There’s more: “The characteristic of the Gautrain, like successful public transport elsewhere, is that it will be integrated with other modes. The Gautrain may go a long way to show the benefits of seamless integration in the design of infrastructure, the use of through-ticketing and … in day-to-day, integrated operation.”

That promise has never been kept. Together with our underperforming bus rapid transit (BRT) projects, the Gautrain has merely contributed to the exact opposite – transport disintegration.

Finally: “The Gautrain may be the investment in public transport that leads more by example than by actually changing the status quo. For this reason it is able to leapfrog above the existing challenges.”

There the truth comes out! The Gautrain was never intended to change the status quo. Instead, it hovers, like a drone, above the existing challenges, which remain unfixed. Is this deliberate?

Two years later, in 2007, an organisation called ITS awarded a “certificate of recognition” to the Gautrain “for the contribution and impact of the project on the public transport landscape in South Africa. The Gautrain has been successful (note the past tense) in changing the face of transport in Gauteng and for … highlighting the significance of public transport … the BRT systems and the Gautrain’s bus link will be complementary to each other”. More bunkum!

A second consequence of poor governance is the continued underperformance of the 3 000 to 4 000 buses under the control of both the province and the municipalities in Gauteng.
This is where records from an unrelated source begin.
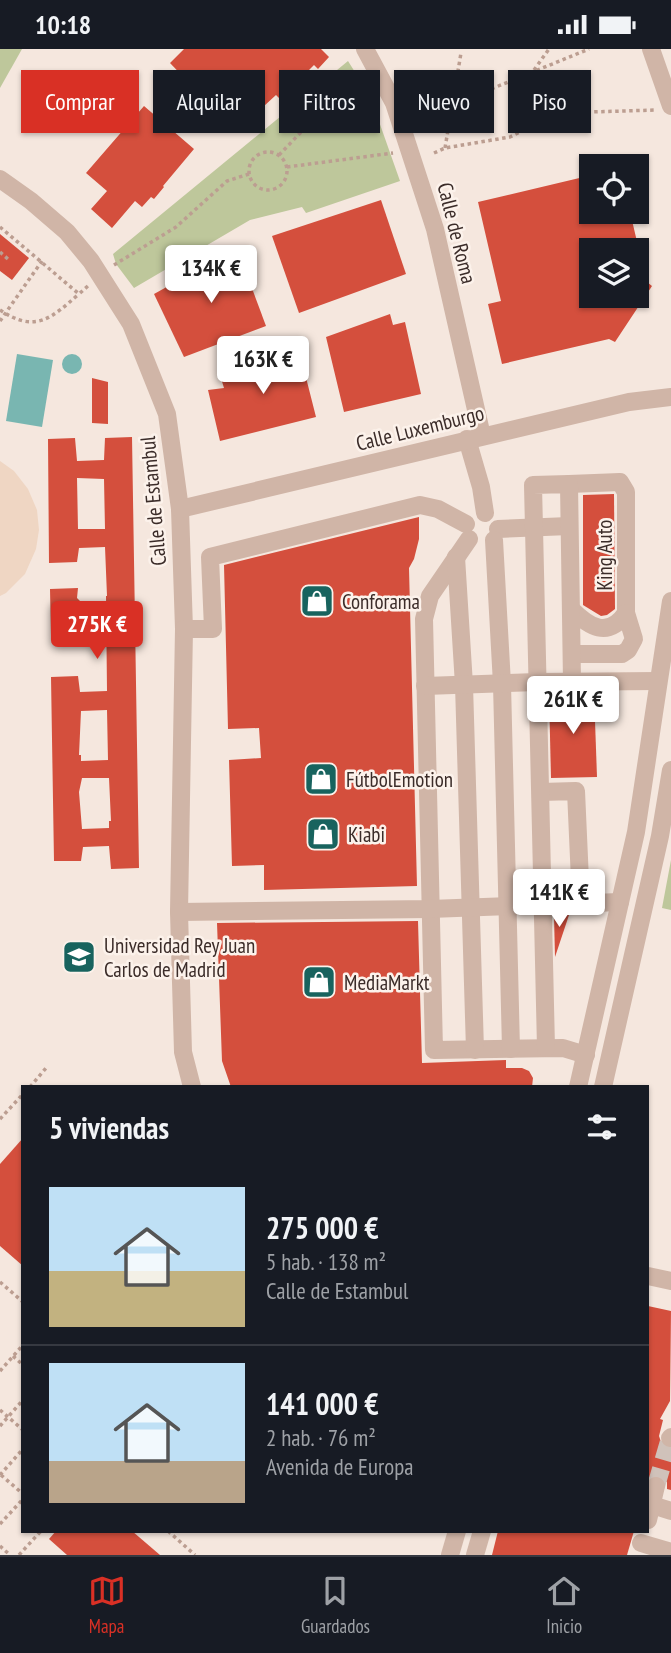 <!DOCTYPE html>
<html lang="es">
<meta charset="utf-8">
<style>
:root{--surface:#171b24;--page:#242831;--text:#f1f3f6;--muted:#9ea1a6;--line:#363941;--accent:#d93025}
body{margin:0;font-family:"PT Sans Narrow",sans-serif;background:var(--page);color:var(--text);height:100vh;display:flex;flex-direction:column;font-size:26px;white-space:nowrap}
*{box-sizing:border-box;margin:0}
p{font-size:23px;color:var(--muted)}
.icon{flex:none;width:38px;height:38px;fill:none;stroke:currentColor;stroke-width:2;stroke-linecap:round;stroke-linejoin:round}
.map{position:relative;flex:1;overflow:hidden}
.sheet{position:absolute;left:21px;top:1036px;width:628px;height:448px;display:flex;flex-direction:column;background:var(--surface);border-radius:0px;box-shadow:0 2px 5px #0004}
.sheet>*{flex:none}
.hud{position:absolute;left:21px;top:21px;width:630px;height:63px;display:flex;gap:14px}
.buttons{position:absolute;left:579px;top:105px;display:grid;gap:14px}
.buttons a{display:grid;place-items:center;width:70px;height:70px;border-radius:0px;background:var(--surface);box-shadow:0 2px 5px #0004;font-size:35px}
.price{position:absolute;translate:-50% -60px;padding:0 16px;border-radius:7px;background:#fff;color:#222;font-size:23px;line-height:46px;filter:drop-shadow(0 2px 4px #0008)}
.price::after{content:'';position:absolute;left:50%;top:42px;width:21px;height:16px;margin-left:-10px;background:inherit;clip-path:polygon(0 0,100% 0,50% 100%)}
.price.selected{background:var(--accent);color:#fff}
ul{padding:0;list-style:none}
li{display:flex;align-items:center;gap:21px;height:175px;padding:0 28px}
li+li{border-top:2px solid var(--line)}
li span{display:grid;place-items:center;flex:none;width:196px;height:140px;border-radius:0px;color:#555}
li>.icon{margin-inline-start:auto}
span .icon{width:84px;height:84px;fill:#fffc;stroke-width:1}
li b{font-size:30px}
h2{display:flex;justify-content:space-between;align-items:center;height:84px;padding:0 28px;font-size:30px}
.tag{padding:0 24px;border-radius:0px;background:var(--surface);box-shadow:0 2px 5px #0004;font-size:24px;line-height:63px}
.tag.selected{background:var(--accent);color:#fff}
.status{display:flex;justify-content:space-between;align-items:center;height:49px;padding:0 35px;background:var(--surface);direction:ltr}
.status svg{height:19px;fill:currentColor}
.menu{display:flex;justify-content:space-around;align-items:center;height:98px;border-top:2px solid var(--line);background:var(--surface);font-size:19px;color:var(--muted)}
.menu a{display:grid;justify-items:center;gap:4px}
.menu .selected{color:var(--accent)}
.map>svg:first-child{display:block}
</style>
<div class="status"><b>10:18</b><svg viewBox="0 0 49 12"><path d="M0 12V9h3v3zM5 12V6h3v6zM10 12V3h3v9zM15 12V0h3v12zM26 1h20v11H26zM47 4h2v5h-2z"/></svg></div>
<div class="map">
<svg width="671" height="1506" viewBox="0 0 671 1506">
<rect width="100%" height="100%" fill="#f5e7de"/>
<!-- green -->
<g fill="#bec79b">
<polygon points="0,0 22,0 0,39"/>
<polygon points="348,12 370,47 400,132 306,164 302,158 250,171 134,239 116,215 113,205"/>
<polygon points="671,811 671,861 662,859"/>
</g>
<!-- plaza -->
<polygon fill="#efd6c3" points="0,412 14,422 28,440 37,461 39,481 36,500 25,525 6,544 0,547"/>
<!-- water -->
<g fill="#79b6b1">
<circle cx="72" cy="315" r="10"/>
<polygon points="17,305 53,311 42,378 6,372"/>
</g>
<!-- building -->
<g fill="#d44f3d" fill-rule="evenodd">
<polygon points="184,0 321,0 329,8 318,20 314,16 280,50 276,46 236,83 170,14"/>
<polygon points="144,57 194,100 163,137 164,138 154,150 151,148 142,158 135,152 112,179 91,160 107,142 86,124"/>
<polygon points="592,126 592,163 630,163 639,201 592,201 592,247 637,247 637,225 652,237 615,293 609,290 502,315 488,255 501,252 478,153"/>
<polygon points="381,151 406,225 299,264 272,187"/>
<polygon points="0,185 29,209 12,231 0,222"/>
<polygon points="237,199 266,277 184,308 154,245"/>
<polygon points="390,265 393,276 405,273 421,345 344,363 326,288"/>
<polygon points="298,297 316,368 220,392 208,341 224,339 220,326"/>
<polygon points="92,329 108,333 108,375 92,374"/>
<path d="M132 388 139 819 111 820 109 797 83 798 81 812H54L51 628 78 627 80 643 107 642 106 547H107L105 498 79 499 77 513 49 514 48 390 75 389 77 412 104 411 105 389ZM77 429 104 430 105 480H78ZM107 661 108 711 81 712V706H79L81 662ZM82 729H109L111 772H109V779L82 780 79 743Z"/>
<polygon points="614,445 615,560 607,566 601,567 583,556 583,446"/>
<polygon points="419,468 419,490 414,510 409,519 417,837 264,841 264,816 232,817 229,711 261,709 259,679 228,680 224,516"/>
<polygon points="78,539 77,549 81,553 78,587 51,587 50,540"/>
<polygon points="594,644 597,728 551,729 549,645"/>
<polygon points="569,866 555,908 554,867"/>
<polygon points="418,872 422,1014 506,1011 506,1019 522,1019 529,1022 533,1029 532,1038 231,1038 222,1012 217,874"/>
<polygon points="23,1089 23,1217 0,1197 0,1115"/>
<polygon points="648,1257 671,1262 670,1352 660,1370 663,1371 659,1387 662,1396 671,1400 671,1441 667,1440 667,1433 659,1426 653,1426 648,1430"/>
<polygon points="56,1482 132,1482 160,1506 67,1506 49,1490"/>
<polygon points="498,1482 634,1482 627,1506 492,1506"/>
</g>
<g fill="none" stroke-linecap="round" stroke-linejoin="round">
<!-- minor-tunnel -->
<polyline stroke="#d0c2ba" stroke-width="18" stroke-dasharray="18 9" stroke-linecap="butt" points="656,1437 670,1389"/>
<!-- path -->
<g stroke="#bc9e91" stroke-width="3.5" stroke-dasharray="3.5 3.5" stroke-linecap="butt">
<polyline points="534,21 549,0"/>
<polyline points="420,69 589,0"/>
<polyline points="445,99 461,4"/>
<circle cx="268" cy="122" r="19"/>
<polyline points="434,104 445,99 510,88 557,64 656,61"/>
<polyline points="279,106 358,24"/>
<polyline points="287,118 393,104"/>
<polyline points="0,178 79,245 89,236"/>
<polyline points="0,203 9,211"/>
<polyline points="114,216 176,178 227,132 249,125"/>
<path d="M0 261C36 285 51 269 79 245"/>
<polyline points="0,272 42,212"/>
<polyline points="30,1038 46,1019"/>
<polyline points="0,1070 23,1045"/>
<polyline points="0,1233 23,1253"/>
<polyline points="13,1307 23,1316"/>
<polyline points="0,1322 23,1296"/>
<polyline points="0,1361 23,1381"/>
<polyline points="0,1377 23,1351"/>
<polyline points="23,1384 23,1393"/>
<polyline points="0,1426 23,1400"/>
<polyline points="1,1426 23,1445"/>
<polyline points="0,1475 23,1450"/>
<polyline points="168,1482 195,1506"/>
<polyline points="0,1497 10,1506"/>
<polyline points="19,1506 41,1482"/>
</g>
<!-- minor -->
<g stroke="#d0b5a7" stroke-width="18">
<polyline points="365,0 394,54 435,180 482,387"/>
<polyline points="651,0 671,57"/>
<polyline points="0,130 31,152 67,183 91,212 131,275 167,365 180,460 184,580 179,863 183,1003 192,1038"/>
<polyline points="467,390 481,438 485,464"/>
<path d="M569 435 620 433 626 443V564C608 590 589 578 571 560"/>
<polyline points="180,460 629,353 671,348"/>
<polyline points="498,480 569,477"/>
<polyline points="469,490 430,547 424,570 434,1001 563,999 586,1006"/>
<polyline points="494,491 502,635 511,1000"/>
<polyline points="456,508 464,636 475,1001"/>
<polyline points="184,580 213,580 210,508 420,456 438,460 466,475"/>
<polyline points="572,605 622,605 628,601 634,590 626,564"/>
<polyline points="425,637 537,633 658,632"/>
<polyline points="541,743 576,742 581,854"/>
<polyline points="179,863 430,860 620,853"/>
<polyline points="546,999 533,436 569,435 572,633"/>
<polyline points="578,1038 636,783 671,552"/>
<polyline points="603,1038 660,787 671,721"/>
<polyline points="648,1227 671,1232"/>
<polyline points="670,1389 671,1388"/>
<polyline points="652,1456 671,1462"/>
<polyline points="648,1471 656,1437"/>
<polyline points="641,1494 671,1503"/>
<polyline points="450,1506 457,1482"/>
<polyline points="475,1506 482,1482"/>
</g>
</g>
<!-- icons -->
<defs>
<symbol id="shop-square" viewBox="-11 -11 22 22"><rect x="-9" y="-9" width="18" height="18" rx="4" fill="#18635e" stroke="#fcf2eb"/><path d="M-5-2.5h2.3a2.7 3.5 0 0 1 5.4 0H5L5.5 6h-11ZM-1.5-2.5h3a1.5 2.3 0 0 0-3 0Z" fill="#fff"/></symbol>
<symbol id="university-square" viewBox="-11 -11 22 22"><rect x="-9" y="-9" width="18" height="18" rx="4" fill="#18635e" stroke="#fcf2eb"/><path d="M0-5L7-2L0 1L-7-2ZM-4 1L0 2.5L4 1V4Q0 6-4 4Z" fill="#fff"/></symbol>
</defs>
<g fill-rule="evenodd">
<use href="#shop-square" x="298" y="533" width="38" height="38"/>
<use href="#shop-square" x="302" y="711" width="38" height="38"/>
<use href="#shop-square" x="304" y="766" width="38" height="38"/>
<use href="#university-square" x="60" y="889" width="38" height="38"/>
<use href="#shop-square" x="300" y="914" width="38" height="38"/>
</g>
<g text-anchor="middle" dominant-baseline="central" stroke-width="5" stroke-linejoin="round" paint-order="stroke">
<!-- street labels -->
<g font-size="21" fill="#3b2c29" stroke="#fcf2eb">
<text transform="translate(457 184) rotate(76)">Calle de Roma</text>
<text transform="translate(420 379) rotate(-14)">Calle Luxemburgo</text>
<text transform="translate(153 452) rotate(-95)">Calle de Estambul</text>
<text transform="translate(604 506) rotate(-90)">King Auto</text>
</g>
<!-- poi labels -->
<g font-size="21" fill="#3b2c29" stroke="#fcf2eb" text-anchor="start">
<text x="342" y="552">Conforama</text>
<text x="346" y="730">FútbolEmotion</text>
<text x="348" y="785">Kiabi</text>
<text x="104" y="896">Universidad Rey Juan<tspan x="104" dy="24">Carlos de Madrid</tspan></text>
<text x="344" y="933">MediaMarkt</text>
</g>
</g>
</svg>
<div class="buttons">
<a><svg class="icon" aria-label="locate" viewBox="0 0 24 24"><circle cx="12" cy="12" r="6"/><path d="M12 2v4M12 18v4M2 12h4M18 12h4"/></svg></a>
<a><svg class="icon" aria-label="layers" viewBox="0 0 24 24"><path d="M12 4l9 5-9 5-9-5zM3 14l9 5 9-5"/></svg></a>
</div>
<b class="price" style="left:211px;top:256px">134K €</b>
<b class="price" style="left:263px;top:347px">163K €</b>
<b class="price selected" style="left:97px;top:612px">275K €</b>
<b class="price" style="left:573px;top:687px">261K €</b>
<b class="price" style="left:559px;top:880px">141K €</b>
<div class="hud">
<a class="tag selected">Comprar</a>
<a class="tag">Alquilar</a>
<a class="tag">Filtros</a>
<a class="tag">Nuevo</a>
<a class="tag">Piso</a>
</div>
<section class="sheet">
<h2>5 viviendas<svg class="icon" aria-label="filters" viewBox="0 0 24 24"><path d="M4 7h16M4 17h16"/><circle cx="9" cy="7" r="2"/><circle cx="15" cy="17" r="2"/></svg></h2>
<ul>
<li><span style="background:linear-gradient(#bfe0f5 60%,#c2b280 0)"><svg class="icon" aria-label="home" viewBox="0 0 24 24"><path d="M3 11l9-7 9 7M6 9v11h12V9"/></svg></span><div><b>275 000 €</b><p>5 hab. · 138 m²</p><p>Calle de Estambul</p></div></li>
<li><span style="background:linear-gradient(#bfe0f5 70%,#b9a48a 0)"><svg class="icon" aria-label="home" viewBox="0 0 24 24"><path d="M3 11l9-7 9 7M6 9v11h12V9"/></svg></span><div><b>141 000 €</b><p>2 hab. · 76 m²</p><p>Avenida de Europa</p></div></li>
</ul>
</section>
</div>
<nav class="menu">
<a class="selected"><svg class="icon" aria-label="map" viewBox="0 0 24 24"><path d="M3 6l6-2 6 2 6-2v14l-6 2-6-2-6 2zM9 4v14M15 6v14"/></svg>Mapa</a>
<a><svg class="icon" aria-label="saved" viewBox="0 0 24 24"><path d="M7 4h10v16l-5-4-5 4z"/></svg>Guardados</a>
<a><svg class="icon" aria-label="home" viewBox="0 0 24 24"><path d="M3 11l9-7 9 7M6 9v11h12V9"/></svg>Inicio</a>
</nav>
Despite all the lip service to integration, no one has taken responsibility for starting a proper network. The Gauteng 25-year Integrated Transport Master Plan was supposed to address this, but the public transport part of the plan has disappeared from the Gautrans website. Why?

The start of a provincial bus network could lie with the infamous Moloto corridor, which has been the subject of dozens of reports during the last 30 years; most of them favouring rail over bus.

Significantly, the 400 buses that operate on this road have never featured in any integrated transport plan. Many of these buses could be used immediately to extend the route as far as Midrand, where they could link up with buses from Vereeniging.

Sadly, the latest ad-hoc development (September 2016) is a R35-billion “agreement” between Prasa and Chinese companies to build a rail line along the route.

In our present financial state, how about using electric trolleybuses, which the Chinese are building for their own BRT schemes in Shanghai and Beijing? This could be done at less than half the cost of rail. With proper planning, some of the electrical infrastructure could still be used to upgrade to rail in, say, twenty years’ time.

Our new city councils in Gauteng have work to do. They must sort out the fossilised thinking in their own transport departments, and they will have to confront the ethical issues at the moribund provincial department of transport.

They also need to question the under-performance of buses contracted from the province, which should be carrying thousands of existing car users. This would take pressure off municipal roads and reduce congestion at a much lower cost than schemes like the Gautrain.

Are the councils up to it? I don’t think so.


Vaughan Mostert lectured on public transport issues at the University of Johannesburg for nearly thirty years. Through Hopping Off, Mostert leaves readers with some parting food for thought as he continues his push for change in the local public transport industry.